La Profecía Rota - Libro 3 de la Saga De Lug

TERCERA PARTE: El Sujetador de Demonios - CAPÍTULO 128

Govannon guió a Lug hasta la cámara central donde habitaba, mientras Verles y Althem se quedaban en la antecámara gris, refunfuñando por no poder ser parte de la conversación. El herrero invitó a Lug a sentarse y fue por dos copas. Lug paseó su mirada por la cámara, admirando el mobiliario de Govannon. Todos los muebles estaban hechos de metal exquisitamente trabajado. La cabecera de la cama estaba bordeada por rosas hechas en plata con rubíes en el centro. Los respaldos de las sillas estaban formados por hojas de acanto hechos con oro y plata. Solo la mesa parecía estar hecha de algún metal menos noble pero más robusto y resistente. De las paredes, colgaban innumerables objetos delicadamente trabajados, la mayoría de ellos eran espadas o dagas de algún tipo.

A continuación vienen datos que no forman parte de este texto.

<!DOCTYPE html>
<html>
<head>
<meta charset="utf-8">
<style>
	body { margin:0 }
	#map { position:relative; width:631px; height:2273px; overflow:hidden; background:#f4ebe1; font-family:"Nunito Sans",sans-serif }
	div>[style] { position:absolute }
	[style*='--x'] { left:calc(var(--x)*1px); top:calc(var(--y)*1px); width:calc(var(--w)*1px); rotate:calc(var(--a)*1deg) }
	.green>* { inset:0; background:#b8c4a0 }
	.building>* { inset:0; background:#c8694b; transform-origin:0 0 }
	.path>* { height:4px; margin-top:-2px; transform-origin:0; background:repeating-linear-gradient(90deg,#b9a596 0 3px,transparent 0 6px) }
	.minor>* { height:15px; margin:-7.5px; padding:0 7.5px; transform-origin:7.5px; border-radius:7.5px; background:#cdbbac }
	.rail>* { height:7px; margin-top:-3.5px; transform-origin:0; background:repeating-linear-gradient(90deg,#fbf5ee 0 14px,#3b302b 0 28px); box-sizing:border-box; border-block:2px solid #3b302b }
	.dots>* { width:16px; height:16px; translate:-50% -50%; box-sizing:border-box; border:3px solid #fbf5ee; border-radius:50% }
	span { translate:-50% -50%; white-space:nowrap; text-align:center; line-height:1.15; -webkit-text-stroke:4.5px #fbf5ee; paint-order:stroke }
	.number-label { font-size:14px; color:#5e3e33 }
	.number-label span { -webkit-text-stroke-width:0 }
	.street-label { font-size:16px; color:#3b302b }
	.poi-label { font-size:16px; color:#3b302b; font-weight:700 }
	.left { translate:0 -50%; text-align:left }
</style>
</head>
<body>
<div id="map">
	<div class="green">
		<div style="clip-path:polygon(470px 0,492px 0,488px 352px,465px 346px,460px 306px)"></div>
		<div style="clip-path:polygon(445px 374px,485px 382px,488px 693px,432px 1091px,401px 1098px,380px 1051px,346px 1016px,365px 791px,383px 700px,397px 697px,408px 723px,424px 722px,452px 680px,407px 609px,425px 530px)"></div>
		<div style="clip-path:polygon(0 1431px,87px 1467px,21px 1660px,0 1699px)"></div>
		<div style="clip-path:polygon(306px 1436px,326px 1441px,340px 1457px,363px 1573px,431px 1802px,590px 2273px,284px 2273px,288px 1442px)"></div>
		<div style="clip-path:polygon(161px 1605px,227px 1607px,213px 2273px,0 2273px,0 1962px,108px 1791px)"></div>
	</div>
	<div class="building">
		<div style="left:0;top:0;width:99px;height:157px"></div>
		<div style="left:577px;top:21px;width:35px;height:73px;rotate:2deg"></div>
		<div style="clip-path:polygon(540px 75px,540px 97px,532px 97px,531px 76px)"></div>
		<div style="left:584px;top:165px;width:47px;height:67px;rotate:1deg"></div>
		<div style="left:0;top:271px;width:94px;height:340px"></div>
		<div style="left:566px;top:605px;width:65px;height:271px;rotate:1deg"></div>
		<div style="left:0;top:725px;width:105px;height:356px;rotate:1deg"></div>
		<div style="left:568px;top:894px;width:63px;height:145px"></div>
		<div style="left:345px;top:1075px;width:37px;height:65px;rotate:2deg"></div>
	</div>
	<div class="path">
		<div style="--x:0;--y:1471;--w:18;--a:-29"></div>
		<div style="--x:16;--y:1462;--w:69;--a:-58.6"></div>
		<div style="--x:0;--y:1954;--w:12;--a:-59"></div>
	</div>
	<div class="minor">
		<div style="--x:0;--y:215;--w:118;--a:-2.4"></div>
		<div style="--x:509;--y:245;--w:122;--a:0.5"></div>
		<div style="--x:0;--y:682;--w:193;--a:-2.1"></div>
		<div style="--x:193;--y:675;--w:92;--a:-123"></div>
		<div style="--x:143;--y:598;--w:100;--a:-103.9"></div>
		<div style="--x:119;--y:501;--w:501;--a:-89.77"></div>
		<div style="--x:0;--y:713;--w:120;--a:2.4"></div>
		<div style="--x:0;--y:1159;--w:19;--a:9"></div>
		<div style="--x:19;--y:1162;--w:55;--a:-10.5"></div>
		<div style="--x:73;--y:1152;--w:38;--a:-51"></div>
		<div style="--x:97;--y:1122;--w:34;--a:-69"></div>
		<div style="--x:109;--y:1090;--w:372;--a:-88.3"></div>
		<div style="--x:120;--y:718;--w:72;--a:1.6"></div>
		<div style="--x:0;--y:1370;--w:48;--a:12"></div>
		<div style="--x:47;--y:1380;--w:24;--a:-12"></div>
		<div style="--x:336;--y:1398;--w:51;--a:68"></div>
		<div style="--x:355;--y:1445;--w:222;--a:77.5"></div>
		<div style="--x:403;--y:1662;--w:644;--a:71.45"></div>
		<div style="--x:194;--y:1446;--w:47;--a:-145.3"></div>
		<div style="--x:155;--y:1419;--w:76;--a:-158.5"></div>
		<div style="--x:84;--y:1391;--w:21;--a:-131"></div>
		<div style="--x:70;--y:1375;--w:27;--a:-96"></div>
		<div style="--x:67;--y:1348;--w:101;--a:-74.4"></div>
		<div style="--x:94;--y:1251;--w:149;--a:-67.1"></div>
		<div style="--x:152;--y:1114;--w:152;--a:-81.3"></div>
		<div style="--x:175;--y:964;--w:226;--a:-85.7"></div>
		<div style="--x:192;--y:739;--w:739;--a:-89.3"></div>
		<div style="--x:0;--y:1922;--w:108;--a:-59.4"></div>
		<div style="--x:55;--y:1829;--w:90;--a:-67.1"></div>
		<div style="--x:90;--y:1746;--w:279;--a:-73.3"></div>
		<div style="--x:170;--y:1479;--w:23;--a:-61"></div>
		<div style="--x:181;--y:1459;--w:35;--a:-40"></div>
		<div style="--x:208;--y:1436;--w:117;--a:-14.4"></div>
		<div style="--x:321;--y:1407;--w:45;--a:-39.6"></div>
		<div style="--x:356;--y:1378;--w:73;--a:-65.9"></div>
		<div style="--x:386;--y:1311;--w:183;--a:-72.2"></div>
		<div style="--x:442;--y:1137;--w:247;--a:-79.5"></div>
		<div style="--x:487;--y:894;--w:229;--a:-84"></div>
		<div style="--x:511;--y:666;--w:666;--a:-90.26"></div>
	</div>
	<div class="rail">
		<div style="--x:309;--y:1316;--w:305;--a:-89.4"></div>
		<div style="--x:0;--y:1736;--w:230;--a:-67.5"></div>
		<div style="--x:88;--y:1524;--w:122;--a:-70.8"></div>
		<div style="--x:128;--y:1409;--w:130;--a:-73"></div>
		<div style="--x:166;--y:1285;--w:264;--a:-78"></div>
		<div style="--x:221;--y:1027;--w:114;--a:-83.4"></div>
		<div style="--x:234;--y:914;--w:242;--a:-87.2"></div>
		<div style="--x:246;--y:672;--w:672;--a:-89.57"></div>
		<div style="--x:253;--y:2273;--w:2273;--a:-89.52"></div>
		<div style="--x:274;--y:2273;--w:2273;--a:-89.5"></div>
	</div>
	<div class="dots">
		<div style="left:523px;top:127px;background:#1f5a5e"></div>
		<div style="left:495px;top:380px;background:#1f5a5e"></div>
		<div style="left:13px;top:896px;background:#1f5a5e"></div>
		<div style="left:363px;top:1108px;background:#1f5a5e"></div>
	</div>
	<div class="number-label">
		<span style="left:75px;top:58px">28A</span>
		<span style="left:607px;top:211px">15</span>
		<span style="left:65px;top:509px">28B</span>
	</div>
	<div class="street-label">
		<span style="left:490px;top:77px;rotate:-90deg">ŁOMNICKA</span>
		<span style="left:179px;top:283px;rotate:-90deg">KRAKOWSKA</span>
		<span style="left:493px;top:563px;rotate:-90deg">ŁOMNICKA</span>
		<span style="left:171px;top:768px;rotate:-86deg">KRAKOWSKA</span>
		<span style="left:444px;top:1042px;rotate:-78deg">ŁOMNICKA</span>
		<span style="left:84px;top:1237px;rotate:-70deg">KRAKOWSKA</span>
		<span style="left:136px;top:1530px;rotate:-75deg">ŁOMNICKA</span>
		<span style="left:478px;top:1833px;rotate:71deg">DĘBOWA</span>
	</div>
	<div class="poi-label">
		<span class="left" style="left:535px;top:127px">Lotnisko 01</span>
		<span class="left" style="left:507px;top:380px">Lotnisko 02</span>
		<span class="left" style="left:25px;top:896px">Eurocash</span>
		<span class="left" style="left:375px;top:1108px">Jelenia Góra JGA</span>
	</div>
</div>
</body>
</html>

Govannon apoyó las copas de oro cuajadas de piedras preciosas sobre la mesa y sirvió el vino. Luego se sentó frente a Lug.

—¿Hay alguna posibilidad de que pueda verla de cerca otra vez?— preguntó Govannon, señalando la espada de Lug.

Lug la desenvainó con cuidado y se la ofreció por la empuñadura. Govannon la observó, fascinado.

—Es la cosa más difícil que he hecho— murmuró Govannon.

—¿En serio?

Govannon asintió.

—Tu madre envió instrucciones muy específicas para su fabricación. Algunos de los elementos no eran fáciles de conseguir. Fue la única vez que necesité ayuda con una de mis obras.

—¿Por qué?

—Normalmente la montaña puede proveerme de lo que necesito, pero tu madre necesitaba que esta espada fuera hecha con una aleación especial para que pudiera atraer y amplificar ondas metafísicas.

—Entiendo.

—¿Te fue útil?

—Muy útil. Hiciste un buen trabajo. La espada funcionó como debía.

—Me alegro— dijo Govannon, devolviendo la espada.

Mientras Lug volvía a enfundarla, Govannon lo miró de pies a cabeza, admirando su atuendo.

—Sí— confirmó Lug—, esto también es parte de tu obra.

Govannon acercó su mano y tocó la capa plateada.

—Solo le di el hilo de plata a Nuada, lo demás lo hizo ella. El cinturón sí lo hice yo.

—Lo sé.

—Te sienta bien. La espada también.

—Gracias.

Govannon volvió a sentarse y tomó un sorbo de vino.

—Entonces, ¿de qué se trata la emergencia?— comenzó—. Debo advertirte que actualmente estoy retirado. Tengo a mi gente trabajando en otras cosas.

—No necesitas continuar con tu acto ante mí— le dijo Lug.

—¿Acto?

—No tienes gente que trabaje para ti. Trabajas solo.

—¿Cómo...?

—No hay nadie más en estas cuevas excepto Verles, Althem, tú y yo. Si los hubiera, los percibiría.

—Bueno, solo deben estar...

—Vamos, Govannon, no puedes engañarme a mí.

Govannon suspiró y tomó otro sorbo de vino.

—¿Qué sabes de mí?

—Trabajas solo y vives oculto. No es posible que puedas extraer los metales, las piedras preciosas y hayas forjado miles de armas, tú solo. Ni siquiera es posible que hayas encontrado todos estos metales en una sola montaña— dijo Lug, señalando los muebles y los artefactos que adornaban la cámara—. Tienes un secreto.

—¿Viniste a chantajearme?

—No, pero no me gusta que me mientan.

Govannon vació su copa de vino y se quedó mirando el techo de la cueva.

—Tienes una habilidad, ¿no es así?— dedujo Lug.

—Soy un Alquimista. Puedo transformar cualquier substancia en otra— confesó Govannon. Se agachó y tomó un pequeño guijarro del suelo. Los sostuvo en su mano cerrada por un momento, y luego abrió los dedos, ofreciendo el objeto a Lug. Lug lo tomó fascinado, haciéndolo girar entre sus dedos: un diamante perfecto.

—¿Eres uno de los Antiguos?

—¡No! Nunca quise saber nada con ellos. Por eso siempre he vivido apartado, en estas cuevas.

—Es una pobre forma de vivir para alguien con tu talento— dijo Lug.